El político católico, laicismo y cristianismo
Por monseñor Giampaolo Crepaldi*
Para el político católico el laicismo es un valor adquirido que hay que
defender. Esto significa que la esfera política es independiente de la
eclesiástica, que la política y la religión pertenecen a ámbitos distintos.
El cristianismo ha contribuido mucho en la fundación del laicismo auténtico. De
hecho el cristianismo no es una religión fundamentalista. El texto sagrado en el
que se inspira no se toma al pie de la letra, sino que se interpreta; la
autoridad universal del Papa libera a los cristianos de las excesivas sujeciones
políticas nacionales, Dios confío la construcción del mundo a la libre y
responsable participación del hombre. Esto no significa que la sociedad y la
política sean totalmente ajenas a la religión cristiana, que no tengan nada que
ver con ella. La sociedad necesita a la religión en tanto en cuanto la necesita
de manera concreta para mantener un nivel de laicismo sano.
El cristianismo ayuda a este fin, dado que no le impide ser legítimamente
autónoma y al mismo tiempo la sostiene y la ilumina con su propio mensaje
religioso. Podríamos incluso decir que el cristianismo la empuja a ser ella
misma en cuanto que hace aparecer su plena vocación y le pide que exprima al
máximo sus capacidades, sin encerrarse en sí misma.
La sociedad que se cierra a la religión y al cristianismo, se cierra, de hecho a
sí misma y no permite a las personas y a las relaciones sociales respirar
adecuadamente, sofocando sus posibilidades mediante una presunta
autosuficiencia. El cristianismo no teme enfrentamientos con otras religiones
sobre este punto: en el Dios que se ha hecho hombre reside la valorización
máxima de la dimensión humana, familiar, social y al mismo tiempo su total
iluminación por parte de Dios. Cuando la razón política teme al cristianismo lo
hace porque ya ha decidido decantarse por la propia autosuficiencia y haciéndolo
así se cierra a un mensaje que sin embargo la valorizaría.
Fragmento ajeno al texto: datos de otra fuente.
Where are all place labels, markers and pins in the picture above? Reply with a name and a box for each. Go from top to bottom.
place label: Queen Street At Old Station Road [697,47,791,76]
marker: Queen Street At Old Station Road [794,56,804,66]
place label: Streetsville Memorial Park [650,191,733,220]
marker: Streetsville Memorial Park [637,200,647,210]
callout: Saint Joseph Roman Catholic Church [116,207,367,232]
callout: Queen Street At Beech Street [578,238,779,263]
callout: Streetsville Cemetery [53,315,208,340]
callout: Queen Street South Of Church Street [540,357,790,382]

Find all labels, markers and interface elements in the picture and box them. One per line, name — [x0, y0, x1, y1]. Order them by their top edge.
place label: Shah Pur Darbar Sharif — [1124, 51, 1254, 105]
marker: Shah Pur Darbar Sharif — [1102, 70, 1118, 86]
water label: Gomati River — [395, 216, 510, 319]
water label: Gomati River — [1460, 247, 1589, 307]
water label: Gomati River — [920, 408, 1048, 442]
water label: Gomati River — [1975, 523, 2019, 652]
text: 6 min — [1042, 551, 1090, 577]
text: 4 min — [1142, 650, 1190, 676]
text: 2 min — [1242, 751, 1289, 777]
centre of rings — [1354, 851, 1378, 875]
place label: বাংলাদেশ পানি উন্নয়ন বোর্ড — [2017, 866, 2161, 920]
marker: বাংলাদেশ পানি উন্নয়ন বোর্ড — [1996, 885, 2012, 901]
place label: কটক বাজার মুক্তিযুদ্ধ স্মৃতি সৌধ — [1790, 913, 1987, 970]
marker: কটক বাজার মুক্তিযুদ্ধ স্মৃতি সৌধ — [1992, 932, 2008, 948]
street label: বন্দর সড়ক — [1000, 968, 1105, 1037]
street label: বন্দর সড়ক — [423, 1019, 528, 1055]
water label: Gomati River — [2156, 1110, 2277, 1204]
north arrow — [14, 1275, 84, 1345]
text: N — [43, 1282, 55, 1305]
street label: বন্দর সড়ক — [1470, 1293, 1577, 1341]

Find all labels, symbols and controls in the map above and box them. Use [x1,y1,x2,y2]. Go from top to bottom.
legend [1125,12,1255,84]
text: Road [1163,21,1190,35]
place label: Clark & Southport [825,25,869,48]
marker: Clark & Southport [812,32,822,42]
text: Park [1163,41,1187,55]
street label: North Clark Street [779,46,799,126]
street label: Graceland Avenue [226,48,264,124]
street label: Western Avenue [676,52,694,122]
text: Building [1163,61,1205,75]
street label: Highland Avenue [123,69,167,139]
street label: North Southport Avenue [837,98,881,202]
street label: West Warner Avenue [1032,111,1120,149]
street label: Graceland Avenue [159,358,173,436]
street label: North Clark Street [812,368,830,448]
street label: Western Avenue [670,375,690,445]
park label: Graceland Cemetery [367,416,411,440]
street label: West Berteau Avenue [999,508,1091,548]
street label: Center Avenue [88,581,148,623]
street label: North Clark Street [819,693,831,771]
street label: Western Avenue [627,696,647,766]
Hoy se tiende a considerar el laicismo como neutralidad del espacio público
respecto de los absolutos religiosos. Un espacio en el que los absolutos
religiosos no deberían intervenir por dos motivos: el primero, porque en una
democracia no habría sitio para los absolutos; en segundo lugar porque los
absolutos religiosos serían irracionales, mientas que el espacio público se
debería alimentar de un discurso racional. Sucede que este espacio permanecería
desnudo y en este desnudo se crearía sitio para nuevos absolutos enemigos del
hombre, para nuevos dioses.
Pero examinemos antes que nada los dos principios vistos hasta ahora: ¿la
democracia es incompatible con los principios absolutos? ¿La religión es
irracional? No es verdad que la democracia presuponga el relativismo moral y
religioso como no es verdad que los principios absolutos sean por fuerza
violentos y opresivos. Sin embargo se podría decir lo contrario. La falta de
referentes absolutos genera una lucha de todos contra todos donde tiene razón
quien es más fuerte. También la democracia se arriesga a reducirse a la fuerza
de la mayoría. Por esto existe la necesidad de que los ciudadanos crean en
principios absolutos, como por ejemplo la dignidad de cada persona humana, la
libertad, la justicia y demás. Por otro lado la democracia se convierte en sólo
un procedimiento, pero éstos se pueden cambiar fácilmente si no están llenas de
la sustancia.
La sustancia de la democracia no es el procedimiento, sino que es la dignidad de
la persona que se debería considerar un valor absoluto. ¿Y cómo se puede
considerar un valor absoluto si no se basa en Dios? Como bien había observado
Tocqueville con respecto a la joven democracia americana, la religión está
estrechamente conectada con la libertad, y la libertad puede disminuir incluso
en los regímenes democráticos.
Pasamos al segundo punto: ¿la religión es irracional? No hay duda de que existen
formas de religión irracionales total o parcialmente. Pero el cristianismo no lo
es.
Existen las religiones del mito, que entienden la divinidad como una unión de
fuerzas oscuras e indescifrables, arbitrarias y extrañas, que la religión busca
hacerse aliadas. Están también las religiones del Logos, como la
judío-cristiana, que cree en un Dios que es Verdad y Amor.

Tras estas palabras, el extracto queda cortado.